Dataset entries
-- Opening Marker --

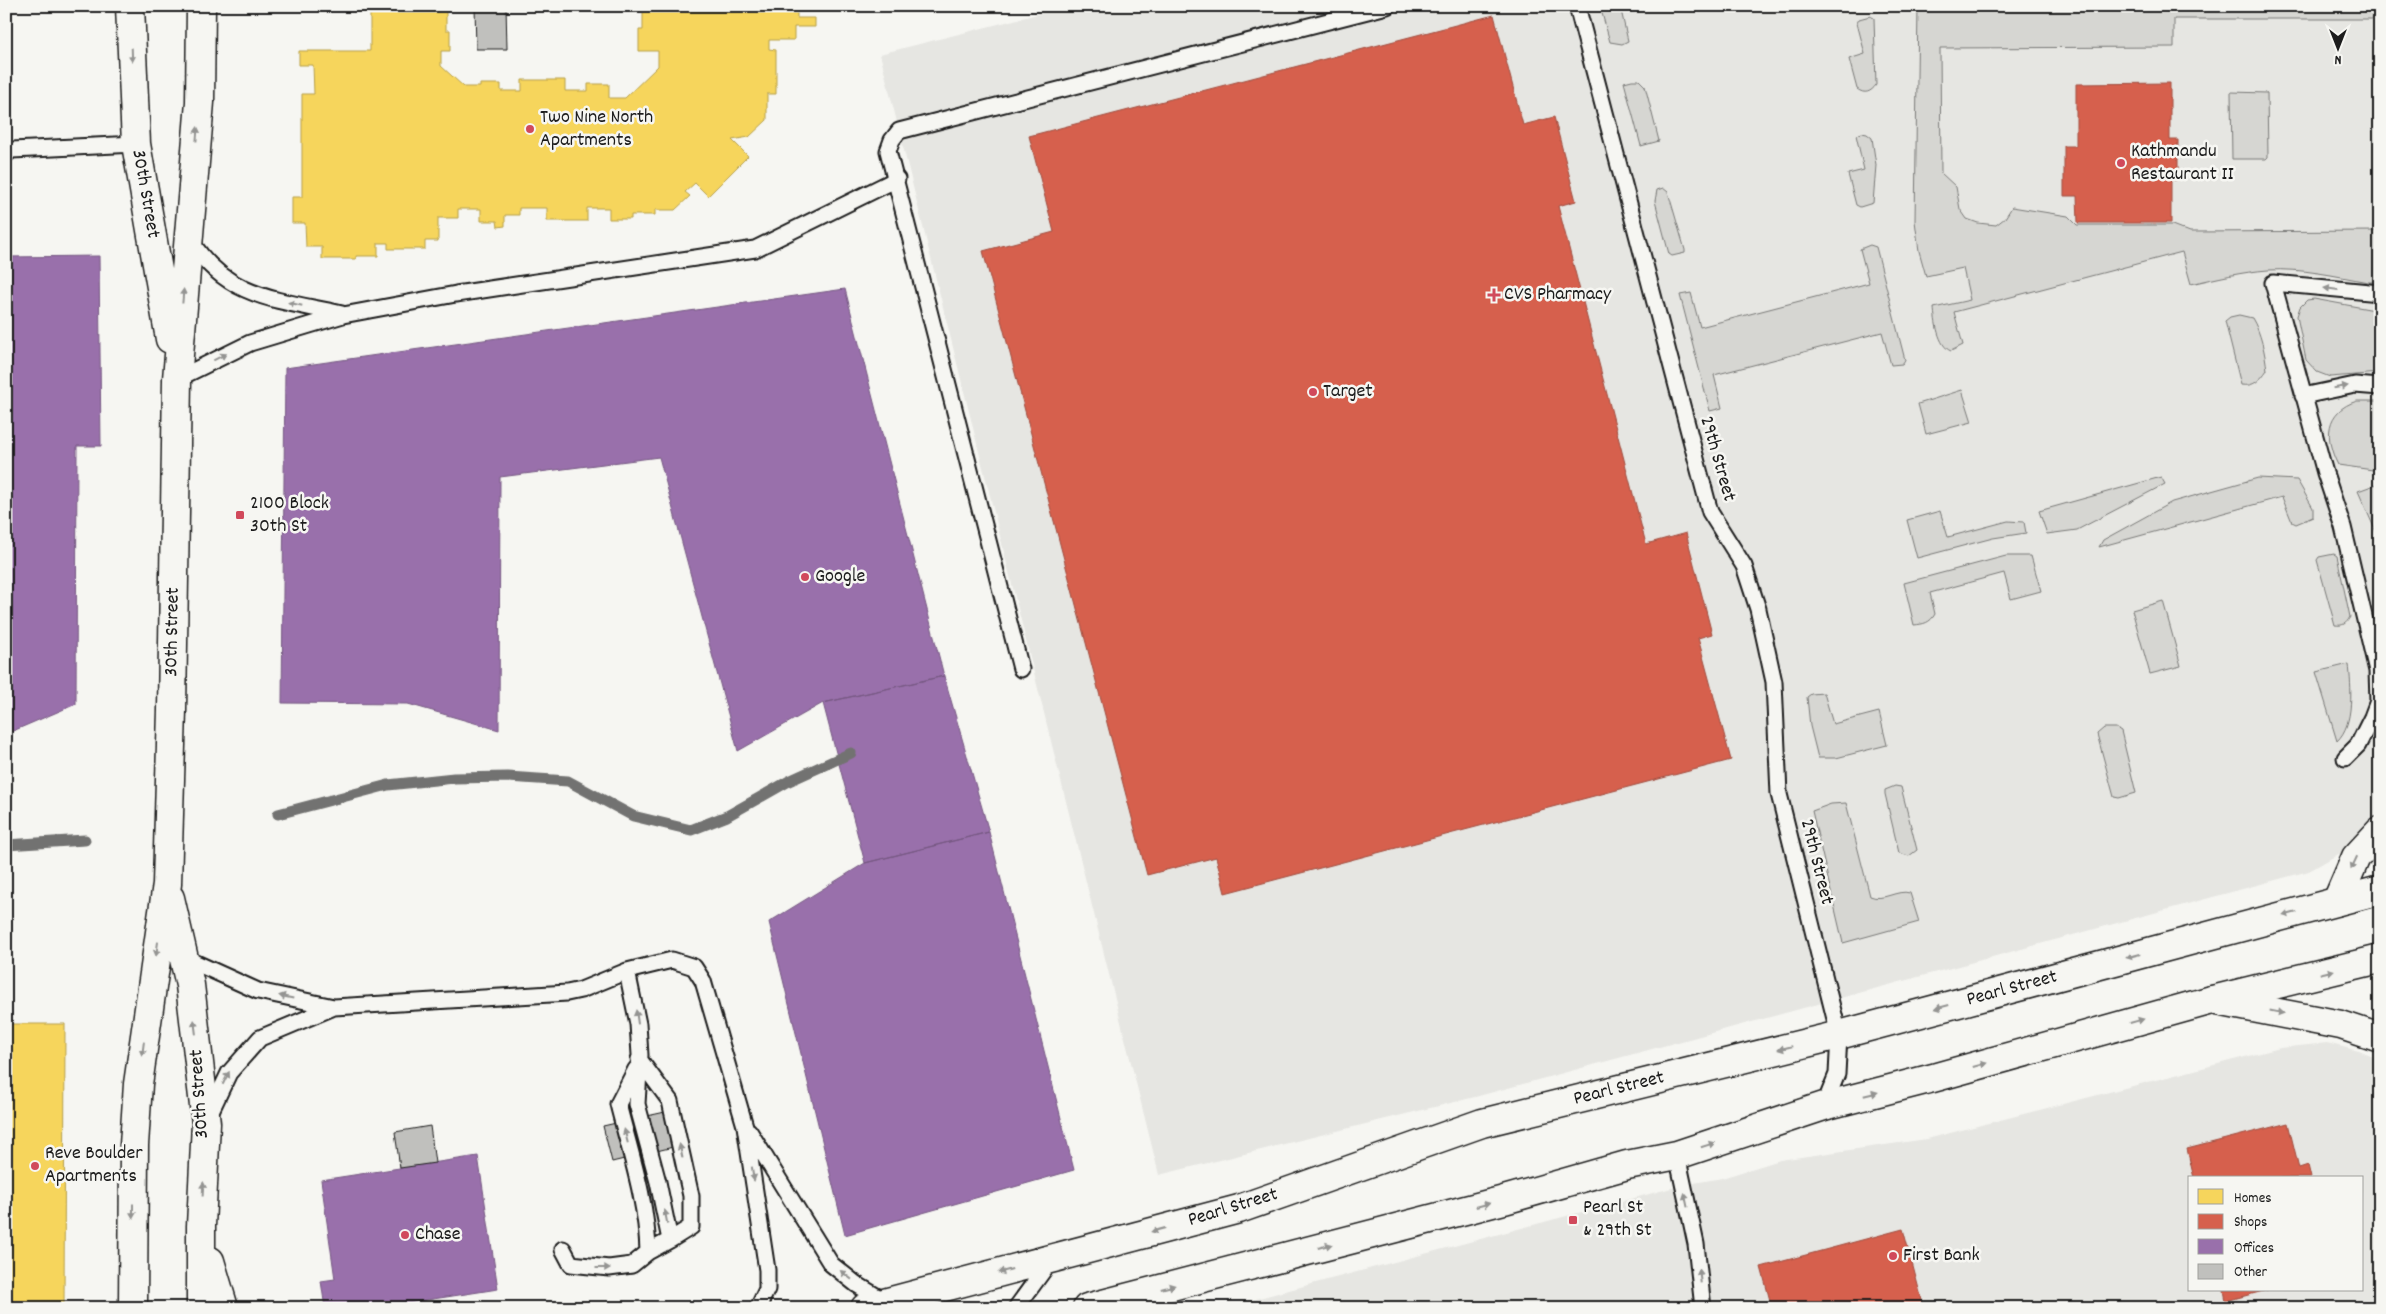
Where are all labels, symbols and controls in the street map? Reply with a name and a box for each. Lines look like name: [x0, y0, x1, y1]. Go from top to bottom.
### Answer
north arrow: [2314, 22, 2364, 72]
one-way arrow: [129, 47, 137, 63]
text: N: [2334, 49, 2341, 69]
place label: Two Nine North Apartments: [540, 104, 653, 155]
marker: Two Nine North Apartments: [524, 123, 536, 135]
one-way arrow: [193, 126, 201, 142]
place label: Kathmandu Restaurant II: [2131, 138, 2234, 189]
street label: 30th Street: [123, 147, 167, 241]
marker: Kathmandu Restaurant II: [2115, 157, 2127, 169]
place label: CVS Pharmacy: [1504, 281, 1612, 309]
one-way arrow: [2323, 285, 2339, 293]
one-way arrow: [180, 288, 188, 304]
marker: CVS Pharmacy: [1488, 289, 1500, 301]
one-way arrow: [288, 300, 303, 308]
one-way arrow: [213, 353, 227, 361]
place label: Target: [1323, 378, 1373, 406]
one-way arrow: [2334, 382, 2350, 390]
marker: Target: [1307, 386, 1319, 398]
street label: 29th Street: [1691, 413, 1743, 505]
place label: 2100 Block 30th St: [250, 490, 329, 541]
marker: 2100 Block 30th St: [234, 509, 246, 521]
place label: Google: [815, 563, 865, 591]
marker: Google: [799, 571, 811, 583]
street label: 30th Street: [158, 587, 188, 677]
street label: 29th Street: [1792, 816, 1840, 908]
one-way arrow: [2349, 856, 2357, 870]
one-way arrow: [2282, 910, 2297, 918]
one-way arrow: [153, 942, 161, 958]
one-way arrow: [2125, 952, 2140, 960]
street label: Pearl Street: [1964, 963, 2060, 1015]
one-way arrow: [2320, 968, 2335, 976]
one-way arrow: [279, 993, 294, 1001]
one-way arrow: [1935, 1004, 1950, 1012]
one-way arrow: [632, 1009, 640, 1025]
one-way arrow: [2269, 1009, 2285, 1017]
one-way arrow: [2129, 1016, 2144, 1024]
one-way arrow: [191, 1019, 199, 1035]
one-way arrow: [139, 1042, 147, 1058]
one-way arrow: [1777, 1045, 1792, 1053]
street label: 30th Street: [183, 1048, 217, 1140]
one-way arrow: [1973, 1060, 1988, 1068]
street label: Pearl Street: [1571, 1064, 1667, 1114]
one-way arrow: [222, 1071, 231, 1086]
one-way arrow: [1864, 1090, 1879, 1098]
one-way arrow: [622, 1128, 630, 1143]
place label: Reve Boulder Apartments: [45, 1140, 143, 1191]
one-way arrow: [1701, 1140, 1716, 1148]
one-way arrow: [677, 1144, 685, 1159]
marker: Reve Boulder Apartments: [29, 1160, 41, 1172]
one-way arrow: [749, 1166, 757, 1182]
legend: [2188, 1176, 2364, 1292]
one-way arrow: [199, 1181, 207, 1197]
street label: Pearl Street: [1185, 1181, 1281, 1235]
text: Homes: [2234, 1188, 2272, 1210]
one-way arrow: [1682, 1191, 1690, 1207]
place label: Pearl St & 29th St: [1583, 1194, 1652, 1245]
one-way arrow: [1475, 1201, 1490, 1209]
one-way arrow: [129, 1203, 137, 1219]
one-way arrow: [662, 1210, 670, 1225]
text: Shops: [2234, 1212, 2267, 1234]
marker: Pearl St & 29th St: [1567, 1214, 1579, 1226]
place label: Chase: [415, 1221, 461, 1249]
one-way arrow: [1150, 1226, 1165, 1234]
marker: Chase: [399, 1229, 411, 1241]
text: Offices: [2234, 1238, 2274, 1260]
one-way arrow: [1318, 1242, 1333, 1250]
place label: First Bank: [1903, 1242, 1980, 1270]
marker: First Bank: [1887, 1250, 1899, 1262]
text: Other: [2234, 1262, 2268, 1284]
one-way arrow: [595, 1264, 611, 1272]
one-way arrow: [997, 1267, 1012, 1275]
one-way arrow: [1696, 1268, 1704, 1284]
one-way arrow: [839, 1270, 852, 1281]
one-way arrow: [1161, 1282, 1176, 1290]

-- Closing Marker --

How to complete this task: The records above should be written out exactly, and the images dropped.

Output of the exercise:
Where are all labels, symbols and controls in the street map? Reply with a name and a box for each. Lines look like name: [x0, y0, x1, y1]. Go from top to bottom.
### Answer
north arrow: [2314, 22, 2364, 72]
one-way arrow: [129, 47, 137, 63]
text: N: [2334, 49, 2341, 69]
place label: Two Nine North Apartments: [540, 104, 653, 155]
marker: Two Nine North Apartments: [524, 123, 536, 135]
one-way arrow: [193, 126, 201, 142]
place label: Kathmandu Restaurant II: [2131, 138, 2234, 189]
street label: 30th Street: [123, 147, 167, 241]
marker: Kathmandu Restaurant II: [2115, 157, 2127, 169]
place label: CVS Pharmacy: [1504, 281, 1612, 309]
one-way arrow: [2323, 285, 2339, 293]
one-way arrow: [180, 288, 188, 304]
marker: CVS Pharmacy: [1488, 289, 1500, 301]
one-way arrow: [288, 300, 303, 308]
one-way arrow: [213, 353, 227, 361]
place label: Target: [1323, 378, 1373, 406]
one-way arrow: [2334, 382, 2350, 390]
marker: Target: [1307, 386, 1319, 398]
street label: 29th Street: [1691, 413, 1743, 505]
place label: 2100 Block 30th St: [250, 490, 329, 541]
marker: 2100 Block 30th St: [234, 509, 246, 521]
place label: Google: [815, 563, 865, 591]
marker: Google: [799, 571, 811, 583]
street label: 30th Street: [158, 587, 188, 677]
street label: 29th Street: [1792, 816, 1840, 908]
one-way arrow: [2349, 856, 2357, 870]
one-way arrow: [2282, 910, 2297, 918]
one-way arrow: [153, 942, 161, 958]
one-way arrow: [2125, 952, 2140, 960]
street label: Pearl Street: [1964, 963, 2060, 1015]
one-way arrow: [2320, 968, 2335, 976]
one-way arrow: [279, 993, 294, 1001]
one-way arrow: [1935, 1004, 1950, 1012]
one-way arrow: [632, 1009, 640, 1025]
one-way arrow: [2269, 1009, 2285, 1017]
one-way arrow: [2129, 1016, 2144, 1024]
one-way arrow: [191, 1019, 199, 1035]
one-way arrow: [139, 1042, 147, 1058]
one-way arrow: [1777, 1045, 1792, 1053]
street label: 30th Street: [183, 1048, 217, 1140]
one-way arrow: [1973, 1060, 1988, 1068]
street label: Pearl Street: [1571, 1064, 1667, 1114]
one-way arrow: [222, 1071, 231, 1086]
one-way arrow: [1864, 1090, 1879, 1098]
one-way arrow: [622, 1128, 630, 1143]
place label: Reve Boulder Apartments: [45, 1140, 143, 1191]
one-way arrow: [1701, 1140, 1716, 1148]
one-way arrow: [677, 1144, 685, 1159]
marker: Reve Boulder Apartments: [29, 1160, 41, 1172]
one-way arrow: [749, 1166, 757, 1182]
legend: [2188, 1176, 2364, 1292]
one-way arrow: [199, 1181, 207, 1197]
street label: Pearl Street: [1185, 1181, 1281, 1235]
text: Homes: [2234, 1188, 2272, 1210]
one-way arrow: [1682, 1191, 1690, 1207]
place label: Pearl St & 29th St: [1583, 1194, 1652, 1245]
one-way arrow: [1475, 1201, 1490, 1209]
one-way arrow: [129, 1203, 137, 1219]
one-way arrow: [662, 1210, 670, 1225]
text: Shops: [2234, 1212, 2267, 1234]
marker: Pearl St & 29th St: [1567, 1214, 1579, 1226]
place label: Chase: [415, 1221, 461, 1249]
one-way arrow: [1150, 1226, 1165, 1234]
marker: Chase: [399, 1229, 411, 1241]
text: Offices: [2234, 1238, 2274, 1260]
one-way arrow: [1318, 1242, 1333, 1250]
place label: First Bank: [1903, 1242, 1980, 1270]
marker: First Bank: [1887, 1250, 1899, 1262]
text: Other: [2234, 1262, 2268, 1284]
one-way arrow: [595, 1264, 611, 1272]
one-way arrow: [997, 1267, 1012, 1275]
one-way arrow: [1696, 1268, 1704, 1284]
one-way arrow: [839, 1270, 852, 1281]
one-way arrow: [1161, 1282, 1176, 1290]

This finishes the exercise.